In response to questions about why the firms were hired, Metro spokeswoman Morgan Dye issued only a terse e-mail statement:
“Vendors are working to support internal departments on communications planning, including preparation for NTSB public hearings,” she wrote. “The cost associated will be determined by the level of engagement in the weeks ahead, and is being funded by our insurance carrier.”
However, even if the cost is paid by Metro’s insurance carrier, the decision to retain outside help is likely to raise questions — especially among those who think Metro is more concerned with its image than with safety and its customers.
In a memo sent to senior staff Jan. 30, interim General Manager Jack Requa said the firms, which have expertise in crisis communications, will assist Metro “with the development of a reputation management communications plan.”
Boston-based O’Neill Associates was founded by Thomas P. O’Neill III, the son of former House Speaker Thomas P. “Tip” O’Neill (D). Peter Goelz, who spent seven years as managing director of the NTSB, is a senior vice president at the firm. He is a frequent presence on cable news shows to talk about airline crashes and NTSB investigations. As managing director at the NTSB from 1995 to 2001, he was responsible for day-to-day operations of the agency charged with investigating transportation-related accidents, according to his profile on the company’s Web site.
Two people with knowledge of the decision, but who asked not to be named because they are not authorized to speak to the media, said Goelz’s experience is considered key in helping Metro anticipate how the investigation into the Jan. 12 incident will play out.
The second firm, Hill + Knowlton Strategies, includes executive Kathie Boettrich, who Requa noted is “currently working with Ford Motor Company on their CEO transition.” The firm currently works with Metro on its media monitoring, Requa noted in the memo to senior staff.
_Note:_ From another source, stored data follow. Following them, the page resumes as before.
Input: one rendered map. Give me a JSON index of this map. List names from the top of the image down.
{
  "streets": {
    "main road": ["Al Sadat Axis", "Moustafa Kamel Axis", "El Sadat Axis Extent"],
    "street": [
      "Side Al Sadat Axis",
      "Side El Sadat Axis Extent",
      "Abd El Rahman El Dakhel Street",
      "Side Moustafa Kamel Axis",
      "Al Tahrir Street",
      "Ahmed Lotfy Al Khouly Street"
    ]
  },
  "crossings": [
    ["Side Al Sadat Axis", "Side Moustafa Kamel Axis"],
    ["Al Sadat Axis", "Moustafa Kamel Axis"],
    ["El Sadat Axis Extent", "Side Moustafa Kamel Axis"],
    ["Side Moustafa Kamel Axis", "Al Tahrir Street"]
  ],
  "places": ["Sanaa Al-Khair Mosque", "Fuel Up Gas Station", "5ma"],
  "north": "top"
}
Rebecca Ballard, a spokesman for Hill + Knowlton declined to comment on the work the firm is doing for Metro. In an e-mail, she wrote: “It’s our general policy that we don’t discuss the work we do, so there’s nothing for us to contribute to your reporting.”
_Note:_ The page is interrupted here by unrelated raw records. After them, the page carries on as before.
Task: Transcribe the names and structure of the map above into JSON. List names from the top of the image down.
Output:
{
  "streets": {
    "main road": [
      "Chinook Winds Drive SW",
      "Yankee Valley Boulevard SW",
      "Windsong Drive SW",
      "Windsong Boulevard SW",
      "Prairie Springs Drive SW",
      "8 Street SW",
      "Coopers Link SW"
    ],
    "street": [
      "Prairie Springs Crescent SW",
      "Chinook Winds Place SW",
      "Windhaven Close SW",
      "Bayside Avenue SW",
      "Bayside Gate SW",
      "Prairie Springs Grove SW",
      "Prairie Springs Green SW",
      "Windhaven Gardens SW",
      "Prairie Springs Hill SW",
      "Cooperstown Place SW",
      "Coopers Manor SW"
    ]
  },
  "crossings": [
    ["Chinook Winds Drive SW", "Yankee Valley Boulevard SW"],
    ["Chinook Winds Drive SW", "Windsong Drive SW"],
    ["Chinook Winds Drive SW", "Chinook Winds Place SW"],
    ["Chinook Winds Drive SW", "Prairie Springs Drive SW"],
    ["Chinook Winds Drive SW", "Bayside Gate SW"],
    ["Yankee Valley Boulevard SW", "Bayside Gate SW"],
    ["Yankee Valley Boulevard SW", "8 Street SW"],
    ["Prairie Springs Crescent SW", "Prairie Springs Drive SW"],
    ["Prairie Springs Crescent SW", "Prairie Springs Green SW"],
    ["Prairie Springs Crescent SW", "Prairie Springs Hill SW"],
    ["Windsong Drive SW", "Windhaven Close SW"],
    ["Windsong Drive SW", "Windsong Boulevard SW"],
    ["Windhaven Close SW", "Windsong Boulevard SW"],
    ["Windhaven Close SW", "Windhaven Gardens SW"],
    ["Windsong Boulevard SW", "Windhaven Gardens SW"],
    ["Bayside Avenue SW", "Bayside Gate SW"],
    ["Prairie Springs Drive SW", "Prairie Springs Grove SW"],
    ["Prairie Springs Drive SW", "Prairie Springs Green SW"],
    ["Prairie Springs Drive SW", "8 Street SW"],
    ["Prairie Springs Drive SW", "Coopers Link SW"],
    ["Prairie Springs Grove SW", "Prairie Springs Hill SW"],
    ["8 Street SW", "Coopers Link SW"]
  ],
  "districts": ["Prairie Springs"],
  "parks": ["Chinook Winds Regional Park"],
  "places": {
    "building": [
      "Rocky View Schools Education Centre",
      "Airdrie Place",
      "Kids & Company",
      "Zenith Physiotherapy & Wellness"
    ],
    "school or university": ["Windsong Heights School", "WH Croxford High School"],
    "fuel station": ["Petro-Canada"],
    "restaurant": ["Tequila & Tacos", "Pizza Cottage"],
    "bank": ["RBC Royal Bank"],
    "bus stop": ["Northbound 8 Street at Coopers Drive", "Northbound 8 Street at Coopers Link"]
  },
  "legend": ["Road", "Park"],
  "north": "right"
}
O’Neill and Associates did not respond to telephone calls seeking comment.
Metro had been riding a wave of positive publicity following the successful launch of the first phase of the Silver Line rail project, which includes four stations in Tysons Corner and one in Reston. When General Manager Richard Sarles announced his retirement in September, he was praised for rebuilding a system that was struggling to recover from the 2009 Red Line crash in which nine people, including a train operator, were killed. Federal investigators cited Metro’s lax safety culture in the crash.
But the deadly January incident has raised concerns about how much progress has been made since then. Carol I. Glover, 61, of Alexandria, died of smoke inhalation. Glover’s family has filed a $50 million lawsuit against Metro.
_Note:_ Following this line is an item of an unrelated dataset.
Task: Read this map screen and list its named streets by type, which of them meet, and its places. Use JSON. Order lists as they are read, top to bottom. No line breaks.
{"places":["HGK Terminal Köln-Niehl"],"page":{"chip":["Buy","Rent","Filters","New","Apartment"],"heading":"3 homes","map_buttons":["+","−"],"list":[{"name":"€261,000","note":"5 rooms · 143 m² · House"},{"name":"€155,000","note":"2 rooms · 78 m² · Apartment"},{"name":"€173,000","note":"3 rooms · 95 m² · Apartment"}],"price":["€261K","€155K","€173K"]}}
The NTSB investigation is ongoing, but Metro officials have faced a barrage of questions about everything from why radio communications failed in the tunnel near the L’Enfant Plaza station on the day of the incident to why smoke-clearing fans weren’t properly deployed. In February, the acting head of the NTSB said a preliminary investigation indicated that fans designed to clear smoke from the tunnels instead pulled smoke toward the stranded train. The revelation prompted the NTSB to issue an urgent recommendation for Metro and transit agencies nationwide to review their procedures related to fans and smoke.
NTSB officials have scheduled two days of public hearings on the L’Enfant incident for June 23 and 24.
The Metro board’s search for a new chief executive was derailed earlier this month when the three finalists withdrew their names after being told the confidentiality of the job search was violated when information that potentially could be used to identify them was leaked to the media.
The withdrawal revealed a major rift within Metro’s leadership after board members from the District and Maryland objected that the initial three finalists for the job weren’t the kind of executive needed to fix the organization’s problems.
There also are concerns about Metro’s financial health. The transit agency is grappling with a budget shortfall and has asked local jurisdictions that provide funding to the transit agency to increase the amount they contribute. A plan to raise fares and cut service to help close the budget gap was rejected by a Metro board committee last month.